I have some data I that I'm assuming comes from a distribution and I'm trying to estimate that distribution. Right now I'm using the package KernSmooth in R with a Gaussian kernel and am using the package's dpik() function to automatically select my bandwidth. (I assume it uses AMISE or the sort, please let me know if there is a better auto-bandwidth selection process) What I'm interested in, though, is finding the x-value that corresponds with the highest peak in the distribution...This seems like a very simple thing to me and something I put off as trivial earlier on but to my frustration, I'm hitting some snags. The bkde() function in KernSmooth passes back a set of (x,y) coordinates which map out the distribution the algorithm has estimated. I know I could simply do a linear search through the data to find the max y-value and could simply grab the corresponding x-value but, as I am writing a function which may be called frequently in an automated process, I feel it is inefficient. Especially inefficient since bkde() gives back a lot of values.

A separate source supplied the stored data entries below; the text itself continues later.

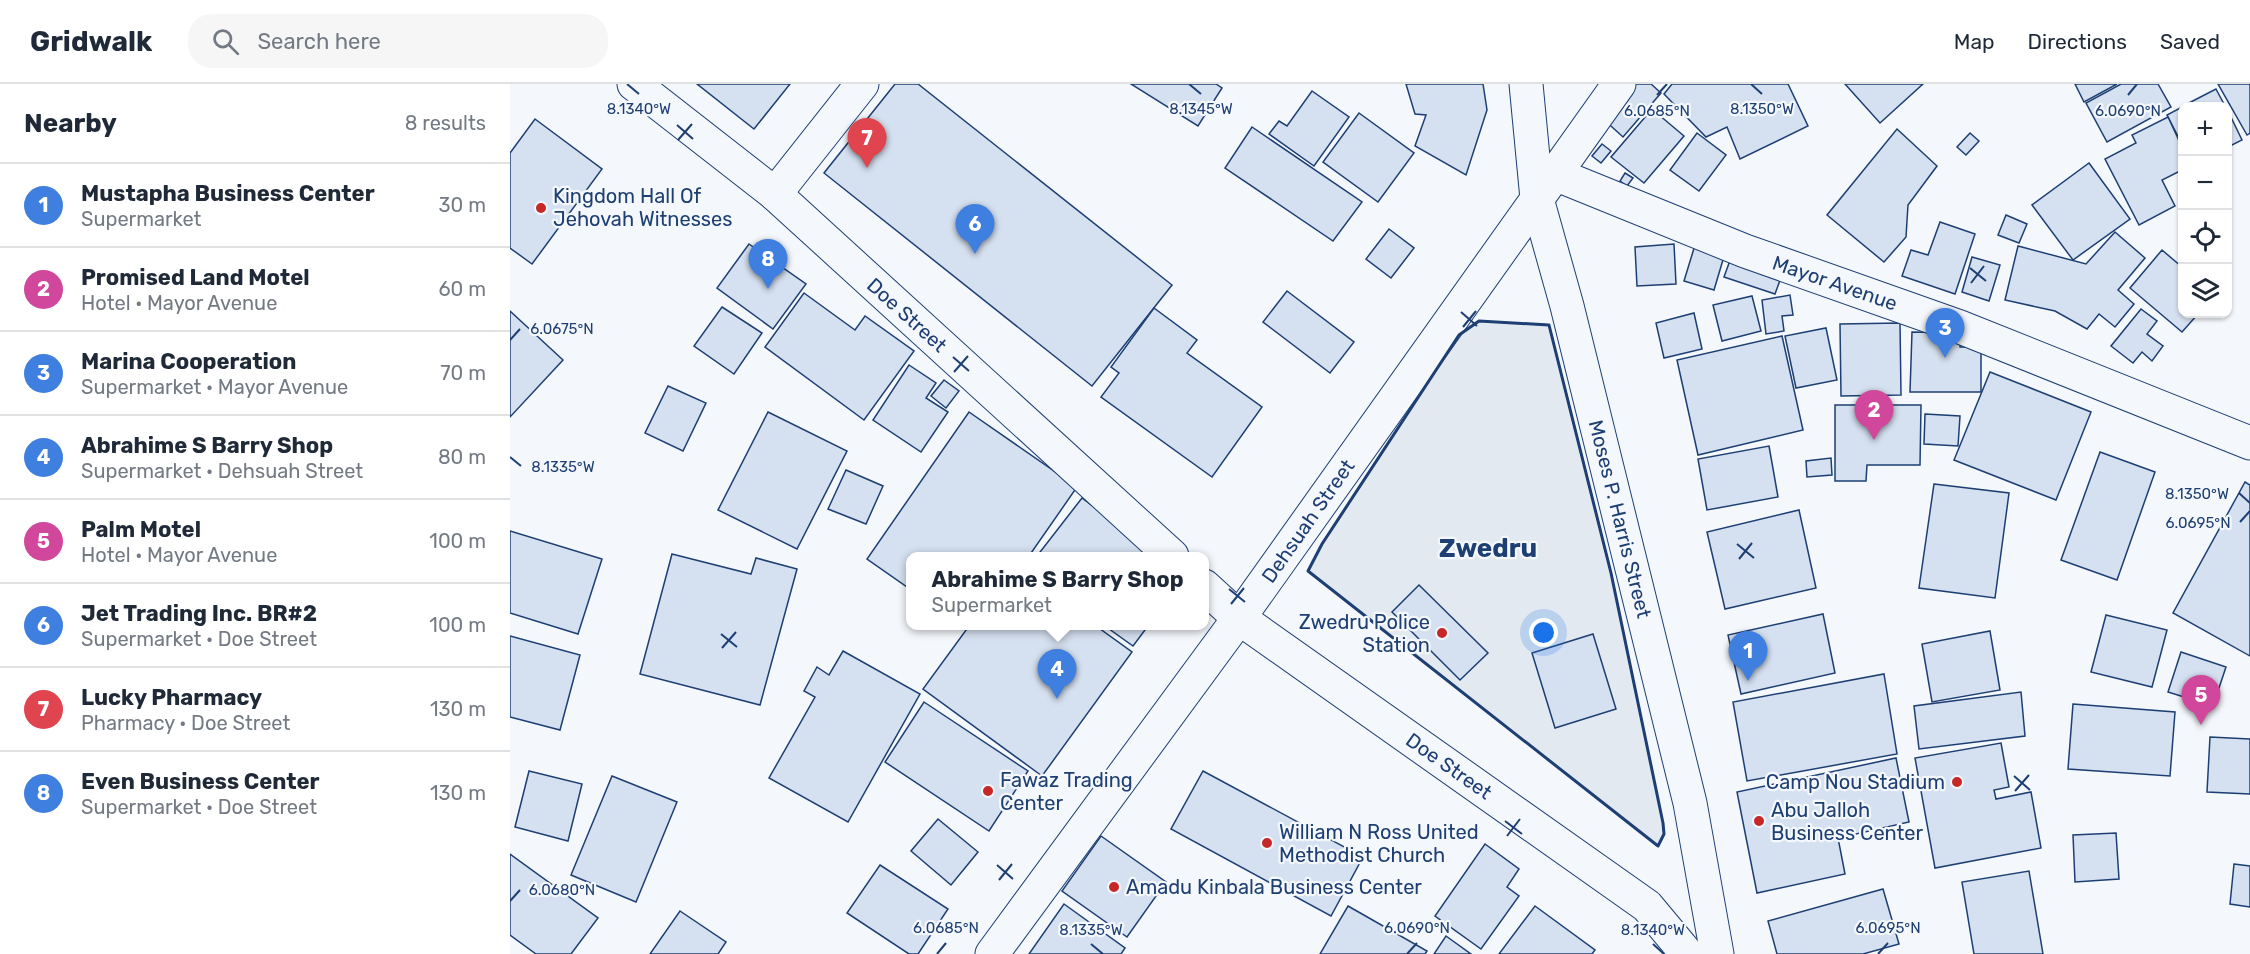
<!DOCTYPE html>
<html lang="en">
<head>
<meta charset="utf-8">
<style>
	:root { --surface:#fff; --page:#f6f6f7; --text:#1f2937; --muted:#747a83; --line:#e0e1e3; --accent:#c62828 }
	body { margin:0; font-family:Rubik,sans-serif; background:var(--page); color:var(--text) }
	.controls { position:absolute; right:18px; top:18px; display:grid; overflow:hidden; border-radius:12px; box-shadow:0 2px 4px #0004 }
	.controls button { width:54px; height:54px; display:grid; place-items:center; padding:0; border:0; border-bottom:2px solid var(--line); background:var(--surface); color:var(--text); font:30px sans-serif }
	.you { position:absolute; left:1034px; top:549px; width:21px; height:21px; margin:-15px; border:4px solid #fff; border-radius:50%; background:#1a73e8; box-shadow:0 0 0 9px #1a73e833 }
	.badge { display:grid; place-items:center; width:39px; height:39px; border-radius:50%; background:var(--accent); color:#fff; font-size:20px; font-weight:700 }
	.pin { position:absolute; translate:-50% -50px; filter:drop-shadow(0 2px 3px #0008) }
	.pin::after { content:''; position:absolute; top:32px; width:21px; height:18px; background:inherit; clip-path:polygon(0 0,100% 0,50% 100%) }
	.popup { position:absolute; left:396px; top:468px; width:303px; height:78px; box-sizing:border-box; display:grid; place-content:center; border-radius:12px; background:var(--surface); filter:drop-shadow(0 2px 4px #0005); font-size:20px; white-space:nowrap; color:var(--muted) }
	.popup b { font-size:22px; color:var(--text) }
	.popup::after { content:''; position:absolute; left:50%; top:100%; margin-left:-12px; border:12px solid transparent; border-top-color:var(--surface) }
	.list { margin:0; padding:0; list-style:none }
	h2 { display:flex; justify-content:space-between; align-items:center; height:78px; margin:0; padding:0 24px; font-size:26px }
	h2 small { font-size:20px; font-weight:400; color:var(--muted) }
	.list li { display:grid; grid-template-columns:39px 1fr auto; gap:18px; align-items:center; box-sizing:border-box; height:84px; padding:0 24px; border-top:2px solid var(--line) }
	.list b { display:block; font-size:22px; white-space:nowrap }
	.list p { margin:0; font-size:20px; white-space:nowrap; color:var(--muted) }
	.list em { font-size:20px; font-style:normal; color:var(--muted) }
	.icon { flex:none; width:33px; height:33px; fill:none; stroke:currentColor; stroke-width:2; stroke-linecap:round; stroke-linejoin:round }
	.map { position:relative; flex:none; width:1740px; height:870px; overflow:hidden }
	header { display:flex; align-items:center; gap:36px; box-sizing:border-box; height:84px; padding:0 30px; background:var(--surface); border-bottom:2px solid var(--line) }
	header strong { font-size:28px }
	nav { display:flex; gap:33px; margin-inline-start:auto; font-size:21px }
	.search { width:420px; height:54px; background:var(--page); display:flex; align-items:center; gap:15px; box-sizing:border-box; padding:0 21px; border-radius:24px; color:var(--muted); font-size:22px }
	main { display:flex }
	aside { flex:1; background:var(--surface) }
	.map>svg:first-child { display:block }
</style>
</head>
<body>
<header>
<strong>Gridwalk</strong>
<div class="search"><svg class="icon" aria-label="search" viewBox="0 0 24 24"><circle cx="10" cy="10" r="6"/><path d="M15 15l6 6"/></svg>Search here</div>
<nav><a>Map</a><a>Directions</a><a>Saved</a></nav>
</header>
<main>
<aside>
<h2>Nearby<small>8 results</small></h2>
<ul class="list">
<li><span class="badge" style="background:#3f7fe0">1</span><div><b>Mustapha Business Center</b><p>Supermarket</p></div><em>30 m</em></li>
<li><span class="badge" style="background:#d1479c">2</span><div><b>Promised Land Motel</b><p>Hotel · Mayor Avenue</p></div><em>60 m</em></li>
<li><span class="badge" style="background:#3f7fe0">3</span><div><b>Marina Cooperation</b><p>Supermarket · Mayor Avenue</p></div><em>70 m</em></li>
<li><span class="badge" style="background:#3f7fe0">4</span><div><b>Abrahime S Barry Shop</b><p>Supermarket · Dehsuah Street</p></div><em>80 m</em></li>
<li><span class="badge" style="background:#d1479c">5</span><div><b>Palm Motel</b><p>Hotel · Mayor Avenue</p></div><em>100 m</em></li>
<li><span class="badge" style="background:#3f7fe0">6</span><div><b>Jet Trading Inc. BR#2</b><p>Supermarket · Doe Street</p></div><em>100 m</em></li>
<li><span class="badge" style="background:#e0444e">7</span><div><b>Lucky Pharmacy</b><p>Pharmacy · Doe Street</p></div><em>130 m</em></li>
<li><span class="badge" style="background:#3f7fe0">8</span><div><b>Even Business Center</b><p>Supermarket · Doe Street</p></div><em>130 m</em></li>
</ul>
</aside>
<div class="map">
<svg width="1740" height="870" viewBox="0 0 1740 870">
	<rect width="100%" height="100%" fill="#f4f7fb"/>
	<path fill="#e3e9f0" stroke="#687fa3" stroke-width="1.5" d="M969,237L1039,241L1101,489L1153,739L1154,750L1148,762L798,487L812,460L949,251Z"/>
	<g fill="#d5e0f0" stroke="#1d3f73" stroke-width="1.5">
		<path d="M187,0H280L244,45Z"/>
		<path d="M385,0H408L662,201L582,302L314,89Z"/>
		<path d="M621,0H706L712,4L688,42Z"/>
		<path d="M896,0H973L977,26L956,91L905,62L916,31L905,30Z"/>
		<path d="M1119,0H1141L1151,9L1113,53L1091,33Z"/>
		<path d="M1162,0H1278L1298,42L1230,75L1217,43L1196,53L1154,10Z"/>
		<path d="M1335,0H1413L1370,39Z"/>
		<path d="M1565,0H1607L1574,18Z"/>
		<path d="M1611,0H1648L1661,23L1597,58L1576,19Z"/>
		<path d="M1708,0H1740V49L1737,51Z"/>
		<path d="M1706,5L1715,22H1673Z"/>
		<path d="M802,7L839,33L804,82L759,50L769,37L777,42Z"/>
		<path d="M1672,23V60L1657,31Z"/>
		<path d="M1142,25L1174,52L1134,99L1101,73Z"/>
		<path d="M1718,27L1732,56L1718,63Z"/>
		<path d="M849,29L904,69L868,118L813,78Z"/>
		<path d="M1658,33L1672,63V86L1652,96L1665,122L1629,141L1595,75L1626,59L1622,51Z"/>
		<path d="M25,35L92,85L22,180L0,164V69Z"/>
		<path d="M742,43L852,118L823,157L715,84Z"/>
		<path d="M1387,45L1427,82L1398,121L1396,153L1374,178L1317,131Z"/>
		<path d="M1187,49L1216,71L1189,107L1160,86Z"/>
		<path d="M1460,49L1469,57L1456,71L1447,63Z"/>
		<path d="M1092,60L1101,67L1091,79L1082,72Z"/>
		<path d="M1579,79L1620,135L1563,176L1522,121Z"/>
		<path d="M1115,89L1123,94L1117,102L1110,97Z"/>
		<path d="M1496,131L1517,140L1509,159L1488,151Z"/>
		<path d="M1430,138L1465,150L1445,210L1392,192L1401,166L1418,171Z"/>
		<path d="M879,145L904,164L881,194L856,175Z"/>
		<path d="M1605,148L1635,174L1608,206L1624,220L1605,243L1589,230L1577,245L1545,227L1495,216L1508,162L1576,180Z"/>
		<path d="M239,160L296,200L263,245L207,204Z"/>
		<path d="M1164,160L1166,200L1127,202L1125,163Z"/>
		<path d="M1185,161L1215,169L1204,206L1174,197Z"/>
		<path d="M1652,166L1672,183V230H1688L1672,248L1620,204Z"/>
		<path d="M1223,168L1274,185L1265,210L1214,193Z"/>
		<path d="M1462,173L1490,181L1479,217L1452,208Z"/>
		<path d="M777,207L844,258L820,289L753,238Z"/>
		<path d="M294,209L345,246L355,232L404,267L354,336L255,263Z"/>
		<path d="M1280,211L1283,231L1272,232L1274,247L1256,250L1252,216Z"/>
		<path d="M1242,212L1251,247L1212,257L1203,221Z"/>
		<path d="M212,223L252,249L224,290L184,262Z"/>
		<path d="M644,224L687,256L677,269L752,323L702,393L591,313L609,289L601,283Z"/>
		<path d="M1631,225L1647,237L1637,250L1653,262L1642,277L1632,268L1623,279L1601,262Z"/>
		<path d="M0,227L53,276L0,333Z"/>
		<path d="M1184,229L1192,265L1154,274L1146,239Z"/>
		<path d="M1390,239L1391,311L1331,312L1330,240Z"/>
		<path d="M1316,244L1327,296L1286,304L1275,252Z"/>
		<path d="M1402,248L1450,249V263H1471V308H1400Z"/>
		<path d="M1272,252L1293,346L1188,371L1167,276Z"/>
		<path d="M399,281L426,299L416,314L438,328L411,368L363,336Z"/>
		<path d="M1480,288L1581,328L1546,416L1444,376Z"/>
		<path d="M434,296L449,307L436,324L421,312Z"/>
		<path d="M158,302L196,319L173,367L135,349Z"/>
		<path d="M1325,321H1411L1410,381H1357L1356,397H1325Z"/>
		<path d="M258,328L337,367L287,465L208,426Z"/>
		<path d="M459,328L567,403L519,472H503L498,469L495,472H400V505L357,475Z"/>
		<path d="M1415,330L1450,332L1448,362L1414,360Z"/>
		<path d="M1259,362L1268,413L1197,426L1188,375Z"/>
		<path d="M1590,368L1645,388L1607,496L1551,476Z"/>
		<path d="M1321,374L1322,391L1297,393L1296,377Z"/>
		<path d="M336,386L373,402L356,440L318,425Z"/>
		<path d="M1735,398L1740,401V572L1663,529Z"/>
		<path d="M1424,400L1499,409L1485,514L1409,504Z"/>
		<path d="M572,414L649,472H527Z"/>
		<path d="M1289,426L1306,504L1215,525L1197,448Z"/>
		<path d="M0,447L92,475L68,550L0,529Z"/>
		<path d="M162,470L241,490L246,474L287,485L250,621L130,590Z"/>
		<path d="M909,501L978,569L950,596L882,528Z"/>
		<path d="M1313,530L1325,589L1231,610L1218,551Z"/>
		<path d="M1596,531L1657,546L1642,603L1581,588Z"/>
		<path d="M459,542H586L622,568L532,692L413,605Z"/>
		<path d="M595,542H638L623,562Z"/>
		<path d="M1480,547L1490,606L1422,618L1412,560Z"/>
		<path d="M1083,550L1106,625L1045,644L1022,569Z"/>
		<path d="M0,552L70,571L50,646L0,633Z"/>
		<path d="M333,567L410,610L338,738L259,694L305,613L294,607L307,583L319,591Z"/>
		<path d="M1671,568L1716,583L1703,622L1658,608Z"/>
		<path d="M1374,590L1387,670L1237,697L1223,618Z"/>
		<path d="M1511,608L1515,652L1409,665L1404,622Z"/>
		<path d="M414,618L518,687L479,747L375,678Z"/>
		<path d="M1563,620L1665,628L1660,692L1558,685Z"/>
		<path d="M1700,653L1740,655V710L1697,708Z"/>
		<path d="M1491,659L1499,703L1484,706L1486,715L1521,708L1531,764L1425,784L1405,674Z"/>
		<path d="M1386,674L1399,738L1328,754L1335,790L1247,809L1227,708Z"/>
		<path d="M19,687L72,700L58,757L5,743Z"/>
		<path d="M693,687L853,773L821,832L661,745Z"/>
		<path d="M102,692L167,718L126,818L61,791Z"/>
		<path d="M428,735L468,768L441,801L401,767Z"/>
		<path d="M1606,749L1609,795L1565,798L1563,751Z"/>
		<path d="M591,752L656,798L617,853L552,807Z"/>
		<path d="M975,760L1009,785L997,803L1009,812L971,865L925,832Z"/>
		<path d="M0,770L88,834L61,870H26L0,851Z"/>
		<path d="M1724,780L1740,782V823L1720,820Z"/>
		<path d="M370,781L438,825L408,870H399L337,829Z"/>
		<path d="M1519,787L1533,870H1464L1452,798Z"/>
		<path d="M1373,805L1389,860L1353,870H1267L1258,837Z"/>
		<path d="M554,820L615,864L611,870H519Z"/>
		<path d="M838,822L917,867L915,870H810Z"/>
		<path d="M1025,822L1085,866L1082,870H989Z"/>
		<path d="M170,827L216,858L208,870H140Z"/>
		<path d="M936,852L961,870H924Z"/>
	</g>
	<g fill="none" stroke-linecap="round" stroke-linejoin="round">
		<g stroke="#1d3f73" stroke-width="35">
			<g id="minor">
				<path d="M124,0L265,110L662,472"/>
				<path d="M1045,90L1235,167L1450,243L1740,359"/>
				<path d="M265,110L352,0"/>
				<path d="M694,502L729,534L1137,822L1177,870"/>
			</g>
		</g>
		<g stroke="#1d3f73" stroke-width="35">
			<path id="tertiary" d="M482,870L729,534L1109,0"/>
		</g>
		<g stroke="#1d3f73" stroke-width="35">
			<path id="trunk" d="M1016,0L1027,115L1057,222L1180,719L1207,870"/>
		</g>
		<use href="#minor" stroke="#f4f7fb" stroke-width="33"/>
		<use href="#tertiary" stroke="#f4f7fb" stroke-width="33"/>
		<use href="#trunk" stroke="#f4f7fb" stroke-width="33"/>
		<path stroke="#1d3f73" stroke-width="3" d="M969,237L1039,241L1101,489L1153,739L1154,750L1148,762L798,487L812,460L949,251Z"/>
	</g>
	<path fill="none" stroke="#1d3f73" stroke-width="2" d="M117,0L129,10M679,0L691,10M1241,0L1252,10M1147,11L1157,0M1618,11L1627,0M167,41L183,55M168,56L182,40M1460,184L1476,197M1461,199L1474,182M951,228L967,242M953,243L966,227M0,256L10,245M443,273L459,287M444,288L458,272M0,373L11,382M1729,409L1740,419M1730,438L1740,427M1227,460L1244,474M1229,475L1242,459M719,505L735,518M721,520L734,504M211,550L227,563M212,564L226,548M1504,692L1520,706M1505,707L1519,691M995,737L1012,750M997,752L1010,735M487,781L503,795M489,796L502,780M0,817L10,806M581,860L593,870M1143,860L1154,870M427,870L436,859M897,870L907,859M1368,870L1378,859"/>
	<g fill="#c62828" stroke="#f4f7fb" stroke-width="2">
		<circle cx="31" cy="124" r="6"/>
		<circle cx="932" cy="549" r="6"/>
		<circle cx="1447" cy="698" r="6"/>
		<circle cx="478" cy="707" r="6"/>
		<circle cx="1249" cy="737" r="6"/>
		<circle cx="757" cy="759" r="6"/>
		<circle cx="604" cy="803" r="6"/>
	</g>
	<g text-anchor="middle" dominant-baseline="central" stroke-width="4.5" stroke-linejoin="round" paint-order="stroke">
		<g font-size="20" fill="#1d3f73" stroke="#f4f7fb" text-anchor="start">
			<text x="43" y="112">Kingdom Hall Of<tspan x="43" dy="23">Jehovah Witnesses</tspan></text>
			<text x="920" y="538" text-anchor="end">Zwedru Police<tspan x="920" dy="23">Station</tspan></text>
			<text x="490" y="696">Fawaz Trading<tspan x="490" dy="23">Center</tspan></text>
			<text x="1435" y="698" text-anchor="end">Camp Nou Stadium</text>
			<text x="1261" y="726">Abu Jalloh<tspan x="1261" dy="23">Business Center</tspan></text>
			<text x="769" y="748">William N Ross United<tspan x="769" dy="23">Methodist Church</tspan></text>
			<text x="616" y="803">Amadu Kinbala Business Center</text>
		</g>
		<g font-size="20" fill="#1d3f73" stroke="#f4f7fb">
			<text transform="translate(1325 199) rotate(19)">Mayor Avenue</text>
			<text transform="translate(397 231) rotate(42)">Doe Street</text>
			<text transform="translate(1110 435) rotate(76)">Moses P. Harris Street</text>
			<text transform="translate(798 437) rotate(-55)">Dehsuah Street</text>
			<text transform="translate(939 682) rotate(35)">Doe Street</text>
		</g>
		<g font-size="26" font-weight="bold" fill="#1d3f73" stroke="#f4f7fb">
			<text x="978" y="464">Zwedru</text>
		</g>
	</g>
	<g font-size="15" text-anchor="middle" fill="#1d3f73" stroke="#f4f7fb" stroke-width="4.5" stroke-linejoin="round" paint-order="stroke">
		<text x="129" y="30">8.1340°W</text>
		<text x="691" y="30">8.1345°W</text>
		<text x="1252" y="30">8.1350°W</text>
		<text x="1147" y="32">6.0685°N</text>
		<text x="1618" y="32">6.0690°N</text>
		<text x="52" y="250">6.0675°N</text>
		<text x="53" y="388">8.1335°W</text>
		<text x="1687" y="415">8.1350°W</text>
		<text x="1688" y="444">6.0695°N</text>
		<text x="52" y="811">6.0680°N</text>
		<text x="436" y="849">6.0685°N</text>
		<text x="907" y="849">6.0690°N</text>
		<text x="1378" y="849">6.0695°N</text>
		<text x="581" y="851">8.1335°W</text>
		<text x="1143" y="851">8.1340°W</text>
	</g>
</svg>
<div class="controls">
<button>+</button>
<button>−</button>
<button><svg class="icon" aria-label="locate" viewBox="0 0 24 24"><circle cx="12" cy="12" r="6"/><path d="M12 2v4M12 18v4M2 12h4M18 12h4"/></svg></button>
<button><svg class="icon" aria-label="layers" viewBox="0 0 24 24"><path d="M12 4l9 5-9 5-9-5zM3 14l9 5 9-5"/></svg></button>
</div>
<div class="you"></div>
<div class="pin badge" style="left:1238px;top:597px;background:#3f7fe0">1</div>
<div class="pin badge" style="left:1364px;top:356px;background:#d1479c">2</div>
<div class="pin badge" style="left:1435px;top:274px;background:#3f7fe0">3</div>
<div class="pin badge" style="left:547px;top:615px;background:#3f7fe0">4</div>
<div class="popup"><b>Abrahime S Barry Shop</b>Supermarket</div>
<div class="pin badge" style="left:1691px;top:641px;background:#d1479c">5</div>
<div class="pin badge" style="left:465px;top:170px;background:#3f7fe0">6</div>
<div class="pin badge" style="left:357px;top:84px;background:#e0444e">7</div>
<div class="pin badge" style="left:258px;top:205px;background:#3f7fe0">8</div>
</div>
</main>
</body>
</html>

My other idea was to attempt to fit a curve to it and take the derivative and set it equal to zero but that sounds like it may be inefficient as well. Maybe density() would be a better function to use here?

Please let me know if there is any efficient way for this...I actually plan to do a little bit of inference on the distributions I find. Such as finding the cutoff points to chop off a certain percentage of the tail on either side (ie confidence intervals) and finding the expected value. My vague plan now is to use some monte carlo techniques or attempt to draw from the distribution to get an idea for areas with bootstrapping techniques. Any help on any methods to do any of these would be greatly appreciated.

Answer 1

Using:

> require(KernSmooth)
Loading required package: KernSmooth
KernSmooth 2.23 loaded
Copyright M. P. Wand 1997-2009
> mod <- bkde(faithful$waiting)
> str(mod)
List of 2
 $ x: num [1:401] 22.7 23 23.2 23.4 23.7 ...
 $ y: num [1:401] 3.46e-08 1.17e-07 1.40e-07 1.68e-07 2.00e-07 ...

is this not efficient enough?

> which(mod$y == max(mod$y))
[1] 245

density() does something similar, but it returns 512 values of the density evaluate at 512 regular intervals of x .

In both functions the number of points returned can be controlled. See argument gridsize in bkde() and n in density() . Of course, the precision of the approach does depend on the density of points at which the KDE is estimated so you won;t want to set this too low.

My gut tells me you may spend an awful lot more time thinking up and implementing a more efficient approach than you would spend just going with the above simple solution.